(Stored items)

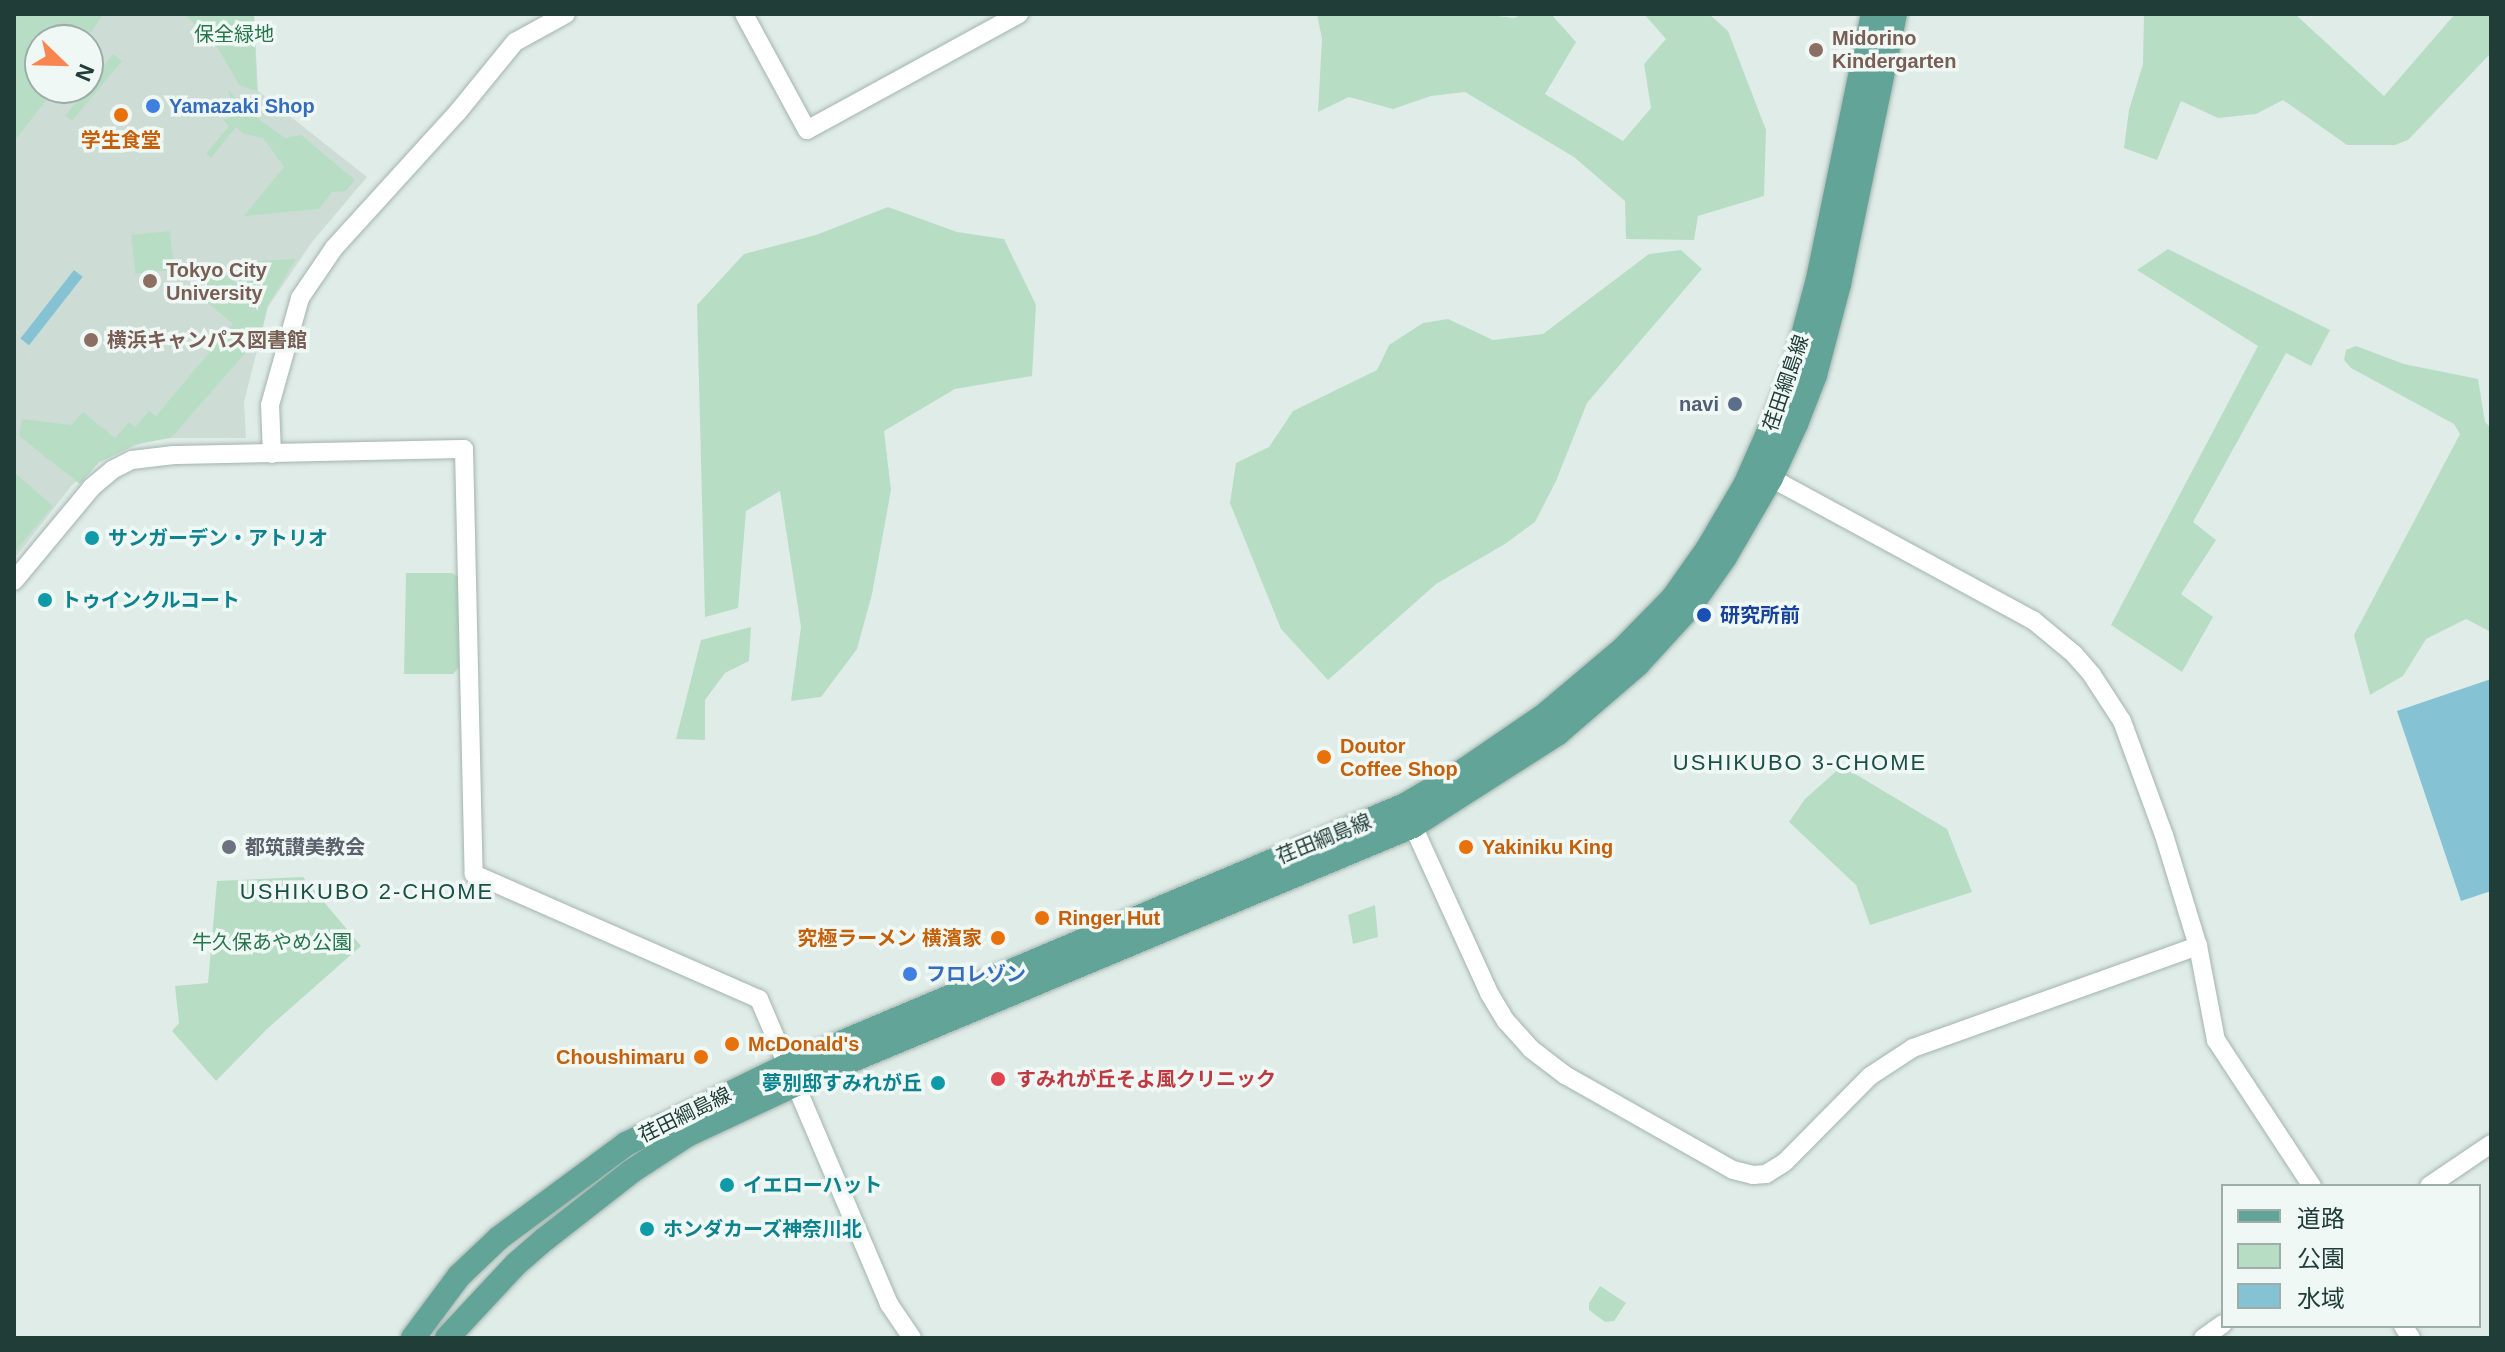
<!DOCTYPE html>
<meta charset="utf-8">
<style>
body{margin:0}
#map{position:relative;width:2505px;height:1352px;overflow:hidden;background:#e0ece7;font-family:Helvetica,"Noto Sans JP",sans-serif}
div>[style]{position:absolute}
[style*='--x']{left:calc(var(--x)*1px);top:calc(var(--y)*1px);width:calc(var(--w)*1px);rotate:calc(var(--a)*1deg)}
.built>*{inset:0;background:#cedcd6}
.green>*{inset:0;background:#b7dec5;transform-origin:0 0}
.water>*{inset:0;background:#84c2d4;transform-origin:0 0}
.roads{filter:drop-shadow(0 0 2px #a3b4af) drop-shadow(0 0 2px #a3b4af)}
.minor>*{height:18px;margin:-9px;padding:0 9px;transform-origin:9px;border-radius:9px;background:#fff}
.major>*{height:24px;margin:-12px;padding:0 12px;transform-origin:12px;border-radius:12px;background:#62a497}
.dots>*{width:22px;height:22px;translate:-50% -50%;box-sizing:border-box;border:4px solid #f0f8f5;border-radius:50%}
span{translate:-50% -50%;white-space:nowrap;text-align:center;line-height:1.15;-webkit-text-stroke:7px #f0f8f5;paint-order:stroke}
.park-label{font-size:20px;color:#28764b}
.education-label{font-size:20px;color:#785e54;font-weight:700}
.left{translate:0 -50%;text-align:left}
.shop-label{font-size:20px;color:#366cbe;font-weight:700}
.food-label{font-size:20px;color:#c56008;font-weight:700}
.right{translate:-100% -50%;text-align:right}
.street-label{font-size:20px;color:#203d37}
.service-label{font-size:20px;color:#4e5e75;font-weight:700}
.culture-label{font-size:20px;color:#0d838f;font-weight:700}
.transit-label{font-size:20px;color:#164399;font-weight:700}
.worship-label{font-size:20px;color:#5b616d;font-weight:700}
.health-label{font-size:20px;color:#be3a42;font-weight:700}
.neighbourhood-label{font-size:22px;color:#1b5047;letter-spacing:2px}
.frame{position:absolute;inset:0;border:16px solid #203d37;pointer-events:none}
.legend{position:absolute;left:2221px;top:1184px;width:260px;height:144px;box-sizing:border-box;background:#f0f8f5;border:2px solid #9dada9;margin:0;padding:10px 14px;list-style:none;font-size:24px;color:#203d37}
.legend li{display:flex;align-items:center;gap:16px;height:40px}
.legend b{width:40px;border:2px solid #9dada9}
.north{position:absolute;left:24px;top:24px;width:80px;height:80px;box-sizing:border-box;background:#f0f8f5;border:2px solid #9dada9;border-radius:50%;rotate:113deg;font-size:22px;font-weight:700;line-height:32px;text-align:center;color:#203d37}
.north::after{content:'';display:block;margin:auto;width:28px;height:36px;background:#f98650;clip-path:polygon(50% 0,100% 100%,50% 72%,0 100%)}
</style>
<div id="map">
<div class="built">
<div style="clip-path:polygon(evenodd,14px 14px,254px 14px,258px 91px,367px 177px,312px 242px,268px 307px,244px 402px,246px 438px,161px 438px,134px 446px,100px 462px,72px 485px,14px 559px,14px 14px,40px 40px,88px 40px,88px 88px,40px 88px,40px 40px)"></div>
</div>
<div class="green">
<div style="clip-path:polygon(14px 14px,103px 14px,86px 40px,40px 40px,40px 88px,56px 88px,14px 141px)"></div>
<div style="clip-path:polygon(184px 14px,254px 14px,257px 91px,239px 85px,216px 45px)"></div>
<div style="clip-path:polygon(1317px 14px,1482px 14px,1514px 18px,1523px 14px,1551px 14px,1576px 42px,1545px 94px,1623px 141px,1651px 108px,1644px 64px,1666px 39px,1644px 14px,1709px 14px,1728px 31px,1766px 130px,1764px 196px,1698px 216px,1694px 240px,1626px 239px,1625px 201px,1574px 157px,1465px 92px,1431px 96px,1393px 109px,1349px 97px,1318px 112px,1322px 39px)"></div>
<div style="clip-path:polygon(2144px 14px,2295px 14px,2384px 96px,2455px 14px,2491px 14px,2491px 53px,2408px 140px,2395px 145px,2347px 145px,2283px 100px,2256px 114px,2218px 118px,2181px 101px,2157px 160px,2124px 148px,2129px 110px,2143px 64px)"></div>
<div style="clip-path:polygon(113px 54px,122px 61px,72px 121px,65px 116px)"></div>
<div style="clip-path:polygon(228px 89px,245px 109px,285px 138px,301px 135px,355px 180px,346px 191px,332px 192px,319px 209px,244px 216px,284px 167px,263px 138px,244px 134px,236px 127px,211px 158px,206px 154px,229px 126px,223px 120px,235px 115px)"></div>
<div style="clip-path:polygon(888px 207px,957px 232px,1004px 239px,1036px 305px,1032px 376px,955px 389px,884px 431px,891px 490px,872px 594px,857px 649px,821px 697px,791px 701px,801px 627px,780px 491px,746px 511px,738px 608px,705px 617px,697px 305px,744px 254px,816px 235px)"></div>
<div style="left:170px;top:231px;width:39px;height:39px;rotate:84deg"></div>
<div style="clip-path:polygon(2168px 249px,2330px 330px,2311px 366px,2286px 353px,2193px 522px,2216px 540px,2181px 594px,2213px 617px,2182px 672px,2111px 625px,2258px 346px,2137px 270px)"></div>
<div style="clip-path:polygon(1681px 250px,1702px 269px,1587px 403px,1556px 481px,1535px 522px,1505px 544px,1436px 584px,1328px 680px,1281px 629px,1230px 503px,1236px 463px,1269px 447px,1293px 411px,1377px 370px,1389px 345px,1423px 323px,1448px 319px,1493px 340px,1543px 334px,1649px 254px)"></div>
<div style="clip-path:polygon(296px 259px,267px 307px,261px 335px,171px 438px,136px 444px,99px 462px,80px 484px,19px 436px,22px 419px,71px 425px,83px 412px,115px 438px,129px 422px,135px 427px,149px 411px,156px 416px,233px 324px,196px 293px,218px 269px,236px 284px,254px 261px)"></div>
<div style="clip-path:polygon(2356px 346px,2404px 364px,2478px 379px,2485px 422px,2491px 428px,2491px 632px,2466px 619px,2426px 639px,2403px 676px,2370px 695px,2354px 635px,2460px 434px,2454px 424px,2351px 368px,2344px 360px,2346px 350px)"></div>
<div style="clip-path:polygon(14px 472px,53px 506px,14px 553px)"></div>
<div style="clip-path:polygon(406px 573px,452px 573px,458px 577px,459px 667px,453px 674px,404px 674px)"></div>
<div style="clip-path:polygon(751px 627px,749px 661px,725px 673px,705px 700px,705px 740px,676px 739px,701px 640px)"></div>
<div style="clip-path:polygon(1842px 766px,1947px 829px,1972px 892px,1870px 925px,1856px 885px,1789px 822px,1805px 799px)"></div>
<div style="clip-path:polygon(303px 877px,361px 946px,267px 1029px,216px 1081px,172px 1031px,179px 1023px,175px 986px,208px 983px,217px 881px)"></div>
<div style="clip-path:polygon(1375px 905px,1378px 937px,1353px 944px,1348px 915px)"></div>
<div style="clip-path:polygon(1600px 1286px,1626px 1303px,1614px 1321px,1605px 1322px,1589px 1310px,1589px 1303px)"></div>
</div>
<div class="water">
<div style="left:74px;top:270px;width:11px;height:87px;rotate:38deg"></div>
<div style="clip-path:polygon(2491px 679px,2491px 891px,2461px 901px,2397px 711px)"></div>
</div>
<div class="roads">
<div class="minor">
<div style="--x:744;--y:14;--w:132;--a:61.5"></div>
<div style="--x:807;--y:130;--w:242;--a:-28.7"></div>
<div style="--x:272;--y:454;--w:49;--a:-92.3"></div>
<div style="--x:270;--y:405;--w:111;--a:-74.3"></div>
<div style="--x:300;--y:298;--w:60;--a:-55.8"></div>
<div style="--x:334;--y:248;--w:183;--a:-47.7"></div>
<div style="--x:457;--y:113;--w:92;--a:-50.8"></div>
<div style="--x:515;--y:42;--w:58;--a:-28.8"></div>
<div style="--x:1771;--y:478;--w:298;--a:28.5"></div>
<div style="--x:2033;--y:620;--w:53;--a:39.7"></div>
<div style="--x:2074;--y:654;--w:28;--a:49"></div>
<div style="--x:2092;--y:675;--w:55;--a:56.9"></div>
<div style="--x:2122;--y:721;--w:121;--a:69.8"></div>
<div style="--x:2164;--y:835;--w:116;--a:73"></div>
<div style="--x:2198;--y:946;--w:96;--a:79.2"></div>
<div style="--x:2216;--y:1040;--w:175;--a:56.7"></div>
<div style="--x:14;--y:581;--w:122;--a:-50.3"></div>
<div style="--x:92;--y:487;--w:26;--a:-40"></div>
<div style="--x:112;--y:470;--w:22;--a:-27"></div>
<div style="--x:132;--y:460;--w:42;--a:-6.8"></div>
<div style="--x:174;--y:455;--w:290;--a:-1.2"></div>
<div style="--x:464;--y:449;--w:425;--a:88.7"></div>
<div style="--x:474;--y:874;--w:311;--a:23.7"></div>
<div style="--x:759;--y:999;--w:332;--a:66.9"></div>
<div style="--x:889;--y:1304;--w:41;--a:55.9"></div>
<div style="--x:1413;--y:826;--w:183;--a:65.5"></div>
<div style="--x:1489;--y:993;--w:33;--a:59"></div>
<div style="--x:1506;--y:1021;--w:38;--a:48"></div>
<div style="--x:1531;--y:1049;--w:43;--a:37.4"></div>
<div style="--x:1565;--y:1075;--w:193;--a:29.5"></div>
<div style="--x:1733;--y:1170;--w:21;--a:14"></div>
<div style="--x:1753;--y:1175;--w:13;--a:-4"></div>
<div style="--x:1766;--y:1174;--w:22;--a:-32"></div>
<div style="--x:1785;--y:1162;--w:121;--a:-45.3"></div>
<div style="--x:1870;--y:1076;--w:51;--a:-33.1"></div>
<div style="--x:1913;--y:1048;--w:303;--a:-19.7"></div>
<div style="--x:2429;--y:1186;--w:75;--a:-34.1"></div>
<div style="--x:2403;--y:1326;--w:14;--a:56"></div>
<div style="--x:2203;--y:1338;--w:24;--a:-35"></div>
</div>
<div class="major">
<div style="--x:413;--y:1338;--w:77;--a:-53.4"></div>
<div style="--x:459;--y:1276;--w:55;--a:-43.5"></div>
<div style="--x:499;--y:1238;--w:158;--a:-36.5"></div>
<div style="--x:626;--y:1144;--w:178;--a:-26"></div>
<div style="--x:786;--y:1066;--w:672;--a:-22.86"></div>
<div style="--x:1405;--y:805;--w:71;--a:-30.5"></div>
<div style="--x:1466;--y:769;--w:97;--a:-34.5"></div>
<div style="--x:1546;--y:714;--w:102;--a:-40.2"></div>
<div style="--x:1624;--y:648;--w:70;--a:-45.6"></div>
<div style="--x:1673;--y:598;--w:61;--a:-55"></div>
<div style="--x:1708;--y:548;--w:73;--a:-59.6"></div>
<div style="--x:1745;--y:485;--w:77;--a:-66.1"></div>
<div style="--x:1776;--y:415;--w:53;--a:-69.2"></div>
<div style="--x:1795;--y:365;--w:89;--a:-75"></div>
<div style="--x:1818;--y:279;--w:271;--a:-78.3"></div>
<div style="--x:447;--y:1338;--w:101;--a:-47"></div>
<div style="--x:516;--y:1264;--w:38;--a:-41"></div>
<div style="--x:545;--y:1239;--w:110;--a:-38"></div>
<div style="--x:632;--y:1171;--w:66;--a:-33.2"></div>
<div style="--x:687;--y:1135;--w:132;--a:-25"></div>
<div style="--x:807;--y:1079;--w:657;--a:-22.66"></div>
<div style="--x:1413;--y:826;--w:171;--a:-32.6"></div>
<div style="--x:1557;--y:734;--w:107;--a:-40.8"></div>
<div style="--x:1638;--y:664;--w:77;--a:-47.6"></div>
<div style="--x:1690;--y:607;--w:61;--a:-55"></div>
<div style="--x:1725;--y:557;--w:91;--a:-59.8"></div>
<div style="--x:1771;--y:478;--w:60;--a:-65.2"></div>
<div style="--x:1796;--y:424;--w:53;--a:-68.8"></div>
<div style="--x:1815;--y:375;--w:94;--a:-75.2"></div>
<div style="--x:1839;--y:284;--w:276;--a:-78.3"></div>
</div>
</div>
<div class="dots">
<div style="left:1816px;top:50px;background:#8d6e63"></div>
<div style="left:153px;top:106px;background:#3f7fe0"></div>
<div style="left:121px;top:115px;background:#e8710a"></div>
<div style="left:150px;top:281px;background:#8d6e63"></div>
<div style="left:91px;top:340px;background:#8d6e63"></div>
<div style="left:1735px;top:404px;background:#5c6f8a"></div>
<div style="left:92px;top:538px;background:#0f9aa8"></div>
<div style="left:45px;top:600px;background:#0f9aa8"></div>
<div style="left:1704px;top:615px;background:#1a4fb4"></div>
<div style="left:1324px;top:757px;background:#e8710a"></div>
<div style="left:229px;top:847px;background:#6b7280"></div>
<div style="left:1466px;top:847px;background:#e8710a"></div>
<div style="left:1042px;top:918px;background:#e8710a"></div>
<div style="left:998px;top:938px;background:#e8710a"></div>
<div style="left:910px;top:974px;background:#3f7fe0"></div>
<div style="left:732px;top:1044px;background:#e8710a"></div>
<div style="left:701px;top:1057px;background:#e8710a"></div>
<div style="left:998px;top:1079px;background:#e0444e"></div>
<div style="left:938px;top:1083px;background:#0f9aa8"></div>
<div style="left:727px;top:1185px;background:#0f9aa8"></div>
<div style="left:647px;top:1229px;background:#0f9aa8"></div>
</div>
<div class="park-label">
<span style="left:234px;top:34px">保全緑地</span>
<span style="left:272px;top:942px">牛久保あやめ公園</span>
</div>
<div class="education-label">
<span class="left" style="left:1832px;top:50px">Midorino<br>Kindergarten</span>
<span class="left" style="left:166px;top:282px">Tokyo City<br>University</span>
<span class="left" style="left:107px;top:340px">横浜キャンパス図書館</span>
</div>
<div class="shop-label">
<span class="left" style="left:169px;top:106px">Yamazaki Shop</span>
<span class="left" style="left:926px;top:974px">フロレゾン</span>
</div>
<div class="food-label">
<span style="left:121px;top:140px">学生食堂</span>
<span class="left" style="left:1340px;top:758px">Doutor<br>Coffee Shop</span>
<span class="left" style="left:1482px;top:847px">Yakiniku King</span>
<span class="left" style="left:1058px;top:918px">Ringer Hut</span>
<span class="right" style="left:982px;top:938px">究極ラーメン 横濱家</span>
<span class="left" style="left:748px;top:1044px">McDonald's</span>
<span class="right" style="left:685px;top:1057px">Choushimaru</span>
</div>
<div class="street-label">
<span style="left:1786px;top:383px;rotate:-71deg">荏田綱島線</span>
<span style="left:1324px;top:839px;rotate:-22deg">荏田綱島線</span>
<span style="left:685px;top:1115px;rotate:-26deg">荏田綱島線</span>
</div>
<div class="service-label">
<span class="right" style="left:1719px;top:404px">navi</span>
</div>
<div class="culture-label">
<span class="left" style="left:108px;top:538px">サンガーデン・アトリオ</span>
<span class="left" style="left:61px;top:600px">トゥインクルコート</span>
<span class="right" style="left:922px;top:1083px">夢別邸すみれが丘</span>
<span class="left" style="left:743px;top:1185px">イエローハット</span>
<span class="left" style="left:663px;top:1229px">ホンダカーズ神奈川北</span>
</div>
<div class="transit-label">
<span class="left" style="left:1720px;top:615px">研究所前</span>
</div>
<div class="worship-label">
<span class="left" style="left:245px;top:847px">都筑讃美教会</span>
</div>
<div class="health-label">
<span class="left" style="left:1016px;top:1079px">すみれが丘そよ風クリニック</span>
</div>
<div class="neighbourhood-label">
<span style="left:1800px;top:763px">USHIKUBO 3-CHOME</span>
<span style="left:367px;top:892px">USHIKUBO 2-CHOME</span>
</div>
<div class="frame"></div>
<ul class="legend">
<li><b style="height:10px;background:#62a497"></b>道路</li>
<li><b style="height:22px;background:#b7dec5"></b>公園</li>
<li><b style="height:22px;background:#84c2d4"></b>水域</li>
</ul>
<div class="north">N</div>
</div>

• [Your objective]: For this task, write out exactly the lines of the entries above, starting at the line with "89px,245px 109px,285px 138px,301px" and ending at the line with "249px,2330px 330px,2311px 366px,2286px", both included, and no others.

• [Exercise response]:
<div style="clip-path:polygon(228px 89px,245px 109px,285px 138px,301px 135px,355px 180px,346px 191px,332px 192px,319px 209px,244px 216px,284px 167px,263px 138px,244px 134px,236px 127px,211px 158px,206px 154px,229px 126px,223px 120px,235px 115px)"></div>
<div style="clip-path:polygon(888px 207px,957px 232px,1004px 239px,1036px 305px,1032px 376px,955px 389px,884px 431px,891px 490px,872px 594px,857px 649px,821px 697px,791px 701px,801px 627px,780px 491px,746px 511px,738px 608px,705px 617px,697px 305px,744px 254px,816px 235px)"></div>
<div style="left:170px;top:231px;width:39px;height:39px;rotate:84deg"></div>
<div style="clip-path:polygon(2168px 249px,2330px 330px,2311px 366px,2286px 353px,2193px 522px,2216px 540px,2181px 594px,2213px 617px,2182px 672px,2111px 625px,2258px 346px,2137px 270px)"></div>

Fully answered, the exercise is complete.